### WORK TASK
Looking at the records below, count how many lines contain the string "played". Give that number alone.

Dataset entries:
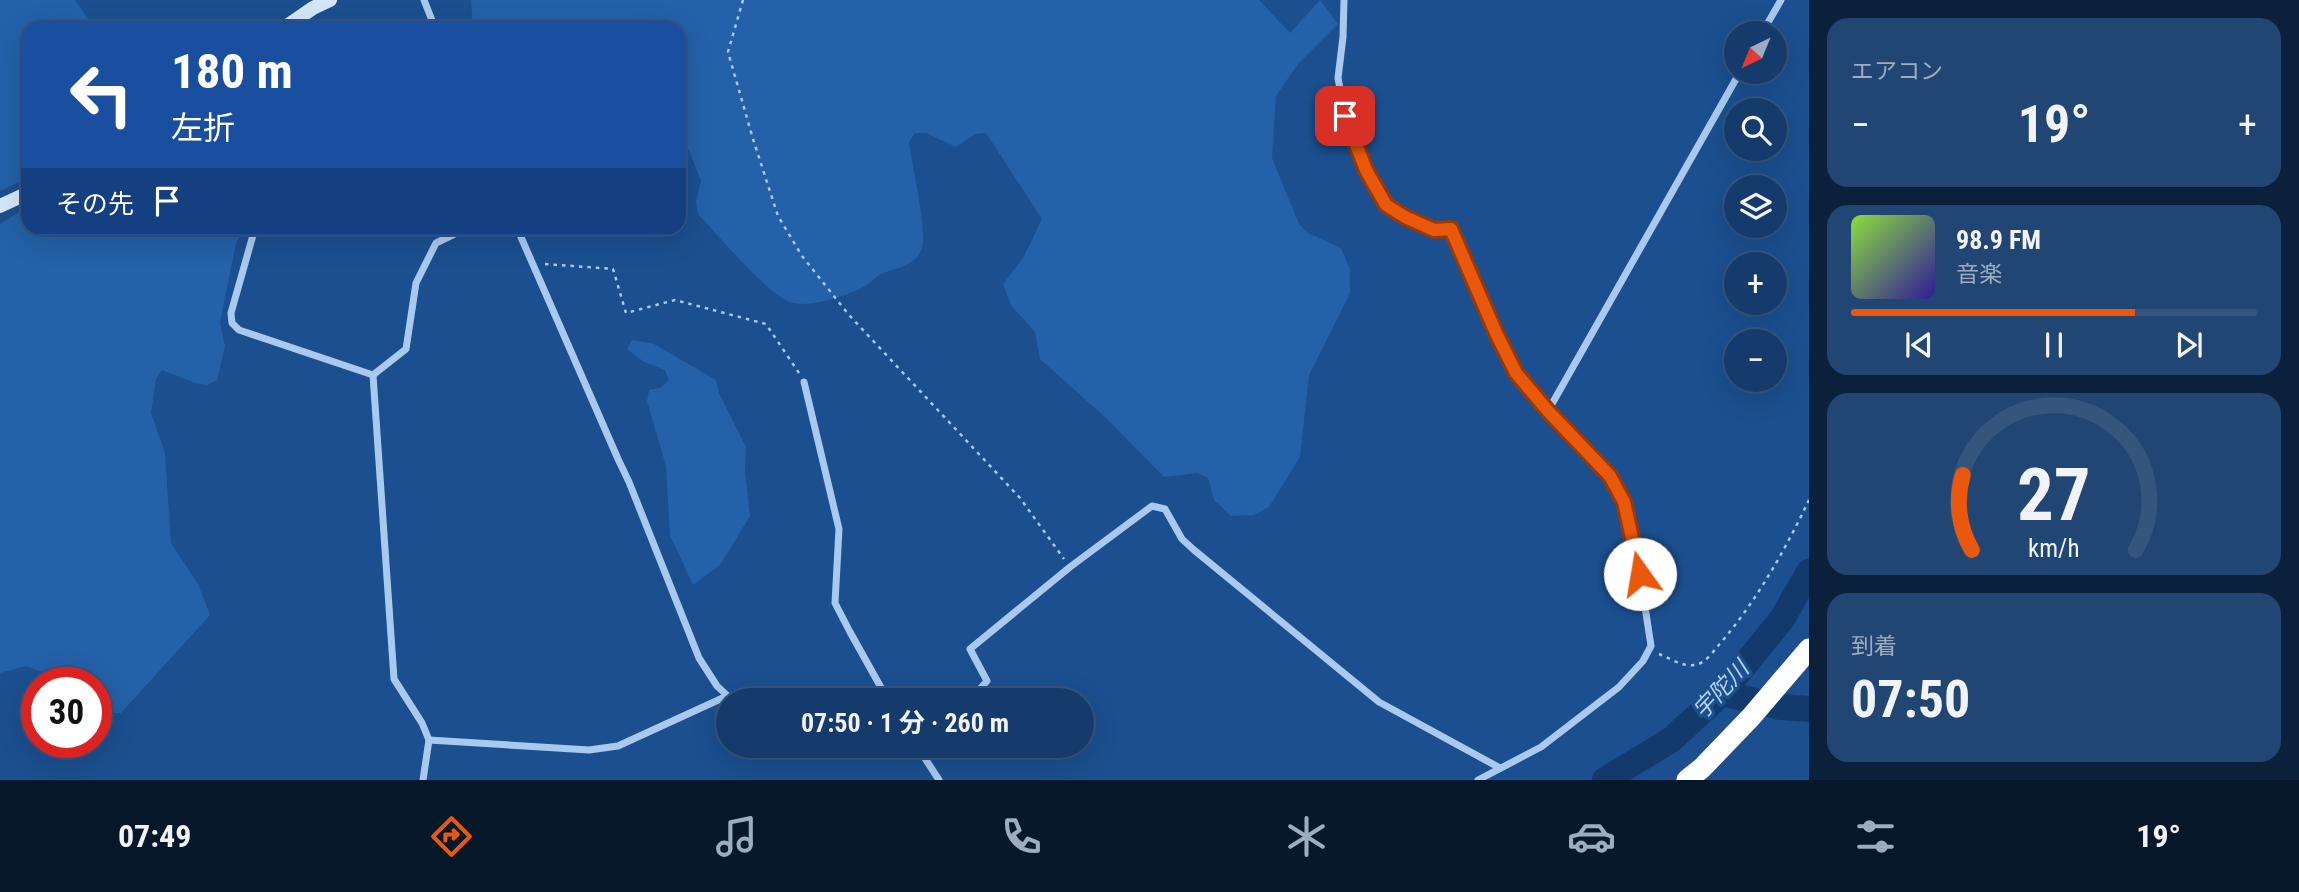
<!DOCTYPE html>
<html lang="ja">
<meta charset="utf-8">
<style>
:root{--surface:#143b6b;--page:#214673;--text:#f1f3f6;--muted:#9dadc1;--line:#33557e;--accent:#ea580c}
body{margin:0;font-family:"Roboto Condensed","Noto Sans JP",sans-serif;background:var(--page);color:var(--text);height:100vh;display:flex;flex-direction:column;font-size:26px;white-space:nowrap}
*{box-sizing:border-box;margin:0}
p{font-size:23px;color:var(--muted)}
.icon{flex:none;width:38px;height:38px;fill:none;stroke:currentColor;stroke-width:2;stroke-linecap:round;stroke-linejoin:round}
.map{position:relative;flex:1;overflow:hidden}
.side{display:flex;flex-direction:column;gap:18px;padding:18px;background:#0b203b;width:490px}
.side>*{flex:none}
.hud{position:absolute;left:21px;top:21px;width:665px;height:214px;border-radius:21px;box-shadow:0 7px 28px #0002,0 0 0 2px var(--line);background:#1a4fa0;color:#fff;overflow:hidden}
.needle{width:46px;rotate:223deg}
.fabs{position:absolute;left:1724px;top:21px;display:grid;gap:14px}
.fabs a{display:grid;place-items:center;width:63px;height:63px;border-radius:50%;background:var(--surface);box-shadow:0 7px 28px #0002,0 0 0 2px var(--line);font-size:35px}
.speed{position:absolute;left:21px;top:667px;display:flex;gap:14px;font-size:35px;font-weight:700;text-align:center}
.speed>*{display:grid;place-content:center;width:91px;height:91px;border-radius:50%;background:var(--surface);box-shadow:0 7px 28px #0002,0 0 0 2px var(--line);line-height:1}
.speed .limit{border:10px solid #d22;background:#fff;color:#111}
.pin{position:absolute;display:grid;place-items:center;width:60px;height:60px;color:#fff;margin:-30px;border-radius:14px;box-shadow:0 4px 10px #0006}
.me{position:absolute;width:77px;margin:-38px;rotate:347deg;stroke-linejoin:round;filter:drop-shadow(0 0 5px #0008)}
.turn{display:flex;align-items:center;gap:24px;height:147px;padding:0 35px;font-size:32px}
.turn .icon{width:91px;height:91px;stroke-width:2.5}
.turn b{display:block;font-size:49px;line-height:60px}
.then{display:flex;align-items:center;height:66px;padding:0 35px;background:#0003;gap:14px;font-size:26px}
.big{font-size:52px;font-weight:700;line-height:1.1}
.side .widget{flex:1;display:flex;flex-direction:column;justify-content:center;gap:10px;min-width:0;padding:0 24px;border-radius:21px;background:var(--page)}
.side .dial{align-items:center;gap:0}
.dial svg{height:182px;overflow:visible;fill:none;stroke:var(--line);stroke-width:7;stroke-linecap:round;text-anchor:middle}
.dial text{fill:var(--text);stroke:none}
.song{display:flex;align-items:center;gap:21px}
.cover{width:84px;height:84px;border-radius:10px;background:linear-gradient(135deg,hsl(90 70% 55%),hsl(250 70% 35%))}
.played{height:7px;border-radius:4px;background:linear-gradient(90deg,var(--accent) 70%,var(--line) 70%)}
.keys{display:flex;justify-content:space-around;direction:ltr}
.heat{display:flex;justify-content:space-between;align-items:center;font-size:38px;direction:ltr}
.trip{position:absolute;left:716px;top:688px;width:378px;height:70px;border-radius:35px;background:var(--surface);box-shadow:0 7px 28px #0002,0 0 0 2px var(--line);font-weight:700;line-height:70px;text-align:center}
.dock{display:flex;height:112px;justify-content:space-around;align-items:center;background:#08182b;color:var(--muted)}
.dock .icon{width:49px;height:49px}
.dock .on{color:var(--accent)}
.dock b{font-size:32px;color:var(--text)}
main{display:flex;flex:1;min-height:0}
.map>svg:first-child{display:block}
</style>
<main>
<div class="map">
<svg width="1809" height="780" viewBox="0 0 1809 780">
<rect width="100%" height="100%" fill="#1b4f8f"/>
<g fill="#2461a8">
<polygon points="0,0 75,0 95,28 28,28 28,178 0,191"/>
<path d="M 471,0 L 1259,0 L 1290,33 L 1320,0 L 1338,24 L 1298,64 L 1276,96 L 1272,158 L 1299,224 L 1308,233 L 1341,248 L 1350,269 L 1350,293 L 1309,375 L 1300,457 L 1269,507 L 1254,515 L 1231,516 L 1214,500 L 1208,478 L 1198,473 L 1164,477 L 1107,419 L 1040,359 L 1035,332 L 1011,305 L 1003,284 L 1023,258 L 1042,219 L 986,133 L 975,134 L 956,147 L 926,133 L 915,133 L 909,142 C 912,166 927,227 922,248 C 916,267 894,268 879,275 C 874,278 871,283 867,285 C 850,295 809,309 790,302 C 765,292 718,235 698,214 L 696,202 L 701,181 L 689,150 L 679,146 L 679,28 L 473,28 Z"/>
<polygon points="28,207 28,228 244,228 236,243 220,323 225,346 217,380 207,385 195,383 162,370 156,379 151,413 165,453 171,543 198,584 210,615 121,713 110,713 96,702 96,682 69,682 26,666 0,673 0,224"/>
<polygon points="632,340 654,344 716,380 719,393 746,447 745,471 750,516 720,565 693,585 670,535 666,466 647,401 649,390 660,388 669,380 665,370 644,362 627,349"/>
</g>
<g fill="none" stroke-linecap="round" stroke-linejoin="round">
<g stroke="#123a6d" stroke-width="26">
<polyline points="1722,693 1781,707 1809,709"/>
<polyline points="1605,780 1671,740 1722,693 1782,619 1809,572"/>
</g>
<g stroke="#a9c9ee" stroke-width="2.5" stroke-dasharray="3.5 5" stroke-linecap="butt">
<polyline points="743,0 728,52 753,139 778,216 802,256 849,315 1020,498 1064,559"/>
<polyline points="545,264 613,269 626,313 675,300 766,324 799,373"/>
<path d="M 1659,654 C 1669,658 1683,667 1694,665 C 1705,664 1712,653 1718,646 C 1756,602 1784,552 1809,500"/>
</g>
<g stroke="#a9c9ee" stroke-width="7">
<polyline points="424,0 435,28"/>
<polyline points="1344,0 1343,37 1338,78 1345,116 1365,170 1386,205 1405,217 1434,230 1451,229 1496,333 1516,373 1548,411 1610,476 1624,502 1640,574 1651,646 1643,661 1619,687 1541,747 1478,780"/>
<polyline points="1762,33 1781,0"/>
<polyline points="255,228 231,313 232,323 239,330 373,375"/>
<polyline points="517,228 618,459 629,482 699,658 717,686 732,700"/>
<polyline points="373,375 394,679 422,723 429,740 423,780"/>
<polyline points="373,375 406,349 416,283 436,243 467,228"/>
<polyline points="804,382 839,529 835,603 850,632 888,700"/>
<polyline points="1548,411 1740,72"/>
<polyline points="970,700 987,681 970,649 1070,567 1152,506 1165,509 1182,539 1194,550 1379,702 1500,768"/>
<polyline points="429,740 589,750 618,746 727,696"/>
<polyline points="917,746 939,780"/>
<polyline points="923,754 930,746"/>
</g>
<g stroke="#d6e6fa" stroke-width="14">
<polyline points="284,28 313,8 330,0"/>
<polyline points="0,206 28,193"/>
</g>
<polyline stroke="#fff" stroke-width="21" points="1687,780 1702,768 1751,717 1809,649"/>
</g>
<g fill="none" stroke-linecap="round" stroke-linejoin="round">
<g stroke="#983908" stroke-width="18">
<polyline id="route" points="1345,116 1366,170 1386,205 1405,217 1434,230 1451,229 1496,333 1516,373 1548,411 1610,476 1624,502 1640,574"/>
</g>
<use href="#route" stroke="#ea580c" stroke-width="12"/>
</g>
<g text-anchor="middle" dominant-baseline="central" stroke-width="7" stroke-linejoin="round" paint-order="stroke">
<g font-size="23" font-style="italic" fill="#b5d3f5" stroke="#1b4f8f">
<text transform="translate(1721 690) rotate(-47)">宇陀川</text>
</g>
</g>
</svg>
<div class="fabs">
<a><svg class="needle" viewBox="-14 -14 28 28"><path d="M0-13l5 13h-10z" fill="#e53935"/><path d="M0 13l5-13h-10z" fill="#9dadc1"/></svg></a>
<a><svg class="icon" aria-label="search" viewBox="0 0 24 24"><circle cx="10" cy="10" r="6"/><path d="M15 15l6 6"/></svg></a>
<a><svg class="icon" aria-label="layers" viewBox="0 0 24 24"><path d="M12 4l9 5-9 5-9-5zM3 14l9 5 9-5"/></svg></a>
<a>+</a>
<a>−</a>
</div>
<div class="speed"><div class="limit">30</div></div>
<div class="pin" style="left:1345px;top:116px;background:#d93025"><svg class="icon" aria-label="arrive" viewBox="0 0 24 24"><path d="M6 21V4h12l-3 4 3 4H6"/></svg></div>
<svg class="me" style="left:1640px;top:574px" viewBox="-20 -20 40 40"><circle r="19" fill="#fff"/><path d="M0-13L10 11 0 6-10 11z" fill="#ea580c"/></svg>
<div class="trip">07:50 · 1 分 · 260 m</div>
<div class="hud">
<div class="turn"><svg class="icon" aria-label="left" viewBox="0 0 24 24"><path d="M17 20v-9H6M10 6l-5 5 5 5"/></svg><div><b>180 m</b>左折</div></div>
<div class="then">その先<svg class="icon" aria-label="arrive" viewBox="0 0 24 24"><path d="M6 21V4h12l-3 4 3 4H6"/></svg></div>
</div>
</div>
<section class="side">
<div class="widget"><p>エアコン</p>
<div class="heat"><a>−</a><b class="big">19°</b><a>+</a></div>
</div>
<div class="widget">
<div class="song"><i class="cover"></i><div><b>98.9 FM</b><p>音楽</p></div></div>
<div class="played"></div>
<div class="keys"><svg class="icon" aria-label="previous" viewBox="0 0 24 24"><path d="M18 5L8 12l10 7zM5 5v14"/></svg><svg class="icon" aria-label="pause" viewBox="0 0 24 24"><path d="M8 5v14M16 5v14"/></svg><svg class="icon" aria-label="next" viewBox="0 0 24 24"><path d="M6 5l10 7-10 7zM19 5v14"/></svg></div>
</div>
<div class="widget dial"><svg viewBox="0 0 100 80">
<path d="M14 69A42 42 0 1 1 86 69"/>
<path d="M14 69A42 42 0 0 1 10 36" stroke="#ea580c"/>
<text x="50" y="56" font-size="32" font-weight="700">27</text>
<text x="50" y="72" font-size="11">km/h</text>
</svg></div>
<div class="widget"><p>到着</p><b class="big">07:50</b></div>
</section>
</main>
<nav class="dock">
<b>07:49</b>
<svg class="icon on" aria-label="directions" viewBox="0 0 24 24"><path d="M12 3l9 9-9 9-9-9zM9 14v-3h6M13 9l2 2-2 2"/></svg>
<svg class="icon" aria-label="music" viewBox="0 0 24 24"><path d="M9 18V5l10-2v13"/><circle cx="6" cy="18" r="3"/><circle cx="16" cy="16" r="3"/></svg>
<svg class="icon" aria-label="phone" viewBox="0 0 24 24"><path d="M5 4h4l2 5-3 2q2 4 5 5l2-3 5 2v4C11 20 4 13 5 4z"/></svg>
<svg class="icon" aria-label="climate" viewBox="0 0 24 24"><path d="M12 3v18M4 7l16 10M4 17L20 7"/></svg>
<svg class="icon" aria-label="car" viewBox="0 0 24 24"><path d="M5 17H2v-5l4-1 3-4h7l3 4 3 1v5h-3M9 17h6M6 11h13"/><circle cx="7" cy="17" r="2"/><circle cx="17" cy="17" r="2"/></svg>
<svg class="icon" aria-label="filters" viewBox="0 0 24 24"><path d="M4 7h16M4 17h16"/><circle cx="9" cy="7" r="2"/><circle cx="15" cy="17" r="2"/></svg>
<b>19°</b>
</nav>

### RESPONSE FOR THIS EXERCISE
2